PROVIDED ENTRIES
§ §
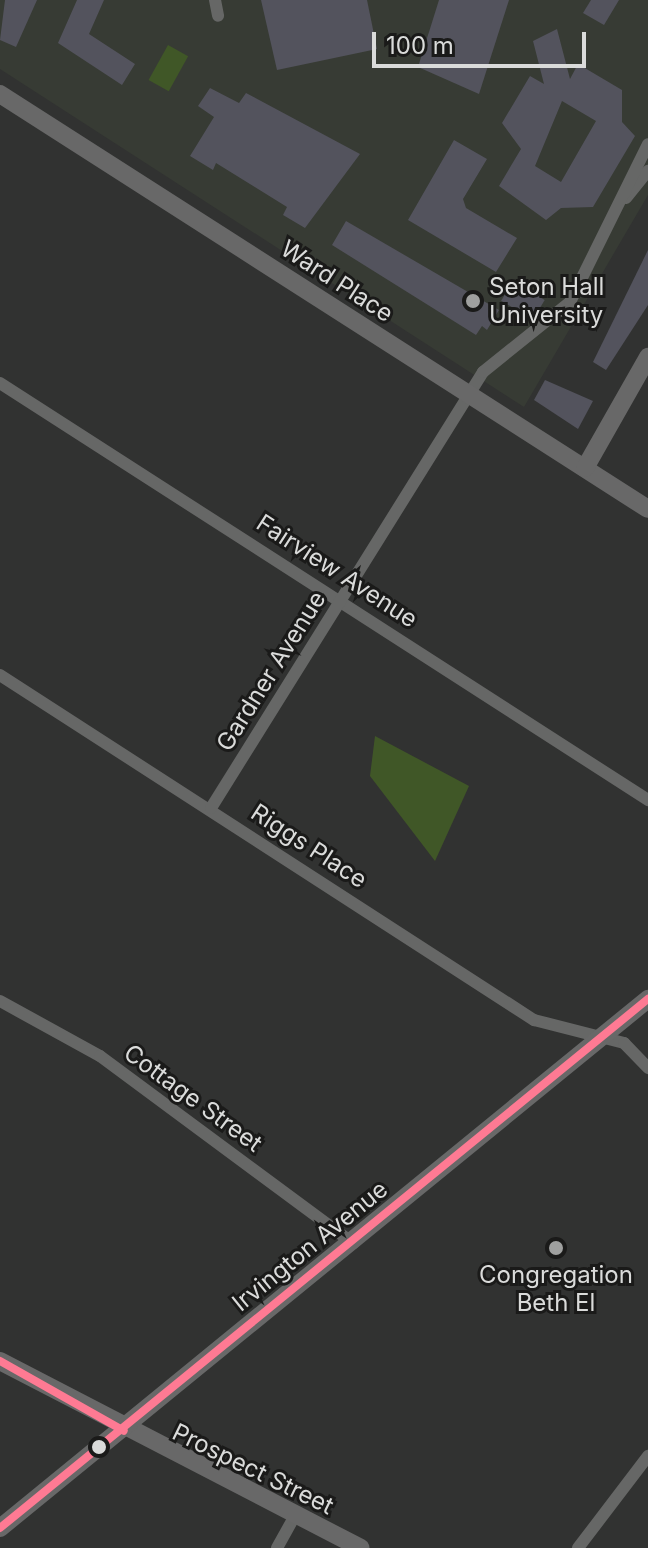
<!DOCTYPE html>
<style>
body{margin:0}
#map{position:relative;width:648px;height:1548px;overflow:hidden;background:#313231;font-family:Inter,sans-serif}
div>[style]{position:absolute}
.built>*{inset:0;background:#373b34}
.green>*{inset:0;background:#405727;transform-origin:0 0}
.building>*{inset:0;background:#53535d;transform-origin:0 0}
.street>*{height:12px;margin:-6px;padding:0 6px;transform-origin:6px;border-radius:6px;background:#666766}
.secondary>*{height:18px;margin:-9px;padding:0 9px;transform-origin:9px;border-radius:9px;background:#686868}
.bus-1>*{height:8px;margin:-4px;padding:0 4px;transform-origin:4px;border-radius:4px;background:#fe7a93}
.dots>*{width:22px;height:22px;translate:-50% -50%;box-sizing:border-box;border:4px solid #1a1a19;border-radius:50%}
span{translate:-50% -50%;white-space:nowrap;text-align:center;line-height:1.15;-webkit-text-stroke:6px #1a1a19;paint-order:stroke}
.street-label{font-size:24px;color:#dadbda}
.poi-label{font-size:24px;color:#dadbda}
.left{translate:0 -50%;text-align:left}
.scale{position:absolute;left:372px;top:32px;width:214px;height:36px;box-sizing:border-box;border:4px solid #dadbda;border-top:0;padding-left:10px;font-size:24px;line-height:28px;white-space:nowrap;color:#dadbda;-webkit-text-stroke:6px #1a1a19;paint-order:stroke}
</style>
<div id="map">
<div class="built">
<div style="clip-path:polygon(0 0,648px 0,648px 195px,524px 407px,0 69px)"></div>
</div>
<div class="green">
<div style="left:168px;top:45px;width:23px;height:40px;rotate:29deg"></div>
<div style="clip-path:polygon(375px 736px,469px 786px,435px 861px,370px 776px)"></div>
</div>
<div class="building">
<div style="clip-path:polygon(5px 0,37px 0,16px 47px,0 40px)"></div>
<div style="clip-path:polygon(77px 0,104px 0,89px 34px,135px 64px,122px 85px,58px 43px)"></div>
<div style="clip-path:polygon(261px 0,367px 0,377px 49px,277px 70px)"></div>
<div style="clip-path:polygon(439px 0,509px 0,479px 94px,418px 67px)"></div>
<div style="clip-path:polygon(591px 0,619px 0,604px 25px,583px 13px)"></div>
<div style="clip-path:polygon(evenodd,557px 29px,570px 79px,578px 64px,622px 90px,622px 122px,635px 136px,593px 207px,561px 208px,546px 220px,499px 186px,521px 149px,502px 123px,530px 76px,544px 84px,533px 41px,557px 29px,562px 101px,596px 121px,561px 182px,535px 166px,562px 101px)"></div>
<div style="clip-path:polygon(210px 88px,239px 103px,246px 93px,360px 154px,305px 228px,283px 215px,287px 207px,216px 163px,213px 170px,190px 156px,214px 117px,198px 106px)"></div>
<div style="clip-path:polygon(454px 140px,487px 159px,463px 199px,466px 208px,517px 238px,496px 272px,408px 220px)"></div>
<div style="clip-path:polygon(346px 221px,499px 310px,487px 330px,482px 326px,476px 335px,332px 245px)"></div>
<div style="clip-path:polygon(648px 250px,648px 305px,606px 370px,593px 362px)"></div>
<div style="left:513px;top:281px;width:37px;height:23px;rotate:31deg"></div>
<div style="clip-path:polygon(545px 380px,593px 401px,578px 429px,534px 400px)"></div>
</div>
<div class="street">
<div style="left:215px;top:0;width:16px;rotate:79deg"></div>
<div style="left:626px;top:198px;width:35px;rotate:-51deg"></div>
<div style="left:0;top:383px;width:771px;rotate:32.76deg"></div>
<div style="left:0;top:675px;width:636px;rotate:32.87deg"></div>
<div style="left:534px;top:1020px;width:93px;rotate:14.3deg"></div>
<div style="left:624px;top:1043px;width:35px;rotate:46deg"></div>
<div style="left:211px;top:808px;width:514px;rotate:-58.04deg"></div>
<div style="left:483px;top:372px;width:112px;rotate:-38.8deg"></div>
<div style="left:570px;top:302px;width:176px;rotate:-63.7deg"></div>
<div style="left:0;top:1001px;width:114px;rotate:28.8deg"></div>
<div style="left:100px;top:1056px;width:315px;rotate:36.5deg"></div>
<div style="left:277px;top:1548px;width:35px;rotate:-61deg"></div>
<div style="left:578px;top:1548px;width:116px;rotate:-52.7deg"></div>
</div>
<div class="secondary">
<div style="left:0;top:94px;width:769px;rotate:32.64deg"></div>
<div style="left:585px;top:468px;width:128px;rotate:-60.4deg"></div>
<div style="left:0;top:1361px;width:406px;rotate:27.4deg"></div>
<div style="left:0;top:1528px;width:837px;rotate:-39.23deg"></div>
</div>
<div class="bus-1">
<div style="left:0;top:1361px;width:142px;rotate:29.4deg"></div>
<div style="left:0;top:1528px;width:837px;rotate:-39.23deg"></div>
</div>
<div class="dots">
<div style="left:473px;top:301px;background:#9fa09f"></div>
<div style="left:556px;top:1248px;background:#9fa09f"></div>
<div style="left:99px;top:1447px;background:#dadbda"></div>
</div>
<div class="street-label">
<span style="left:337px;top:281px;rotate:33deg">Ward Place</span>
<span style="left:337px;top:571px;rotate:33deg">Fairview Avenue</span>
<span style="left:271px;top:671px;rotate:-58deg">Gardner Avenue</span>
<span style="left:309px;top:846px;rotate:33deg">Riggs Place</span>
<span style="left:193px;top:1098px;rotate:36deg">Cottage Street</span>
<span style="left:310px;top:1246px;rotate:-39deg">Irvington Avenue</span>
<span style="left:253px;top:1469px;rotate:26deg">Prospect Street</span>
</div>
<div class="poi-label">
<span class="left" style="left:489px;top:301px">Seton Hall<br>University</span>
<span style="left:556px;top:1289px">Congregation<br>Beth El</span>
</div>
<div class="scale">100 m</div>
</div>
§ §
WHAT YOU HAVE TO DO
Go through the entries and copy every line with "green".

RESPONSE
.green>*{inset:0;background:#405727;transform-origin:0 0}
<div class="green">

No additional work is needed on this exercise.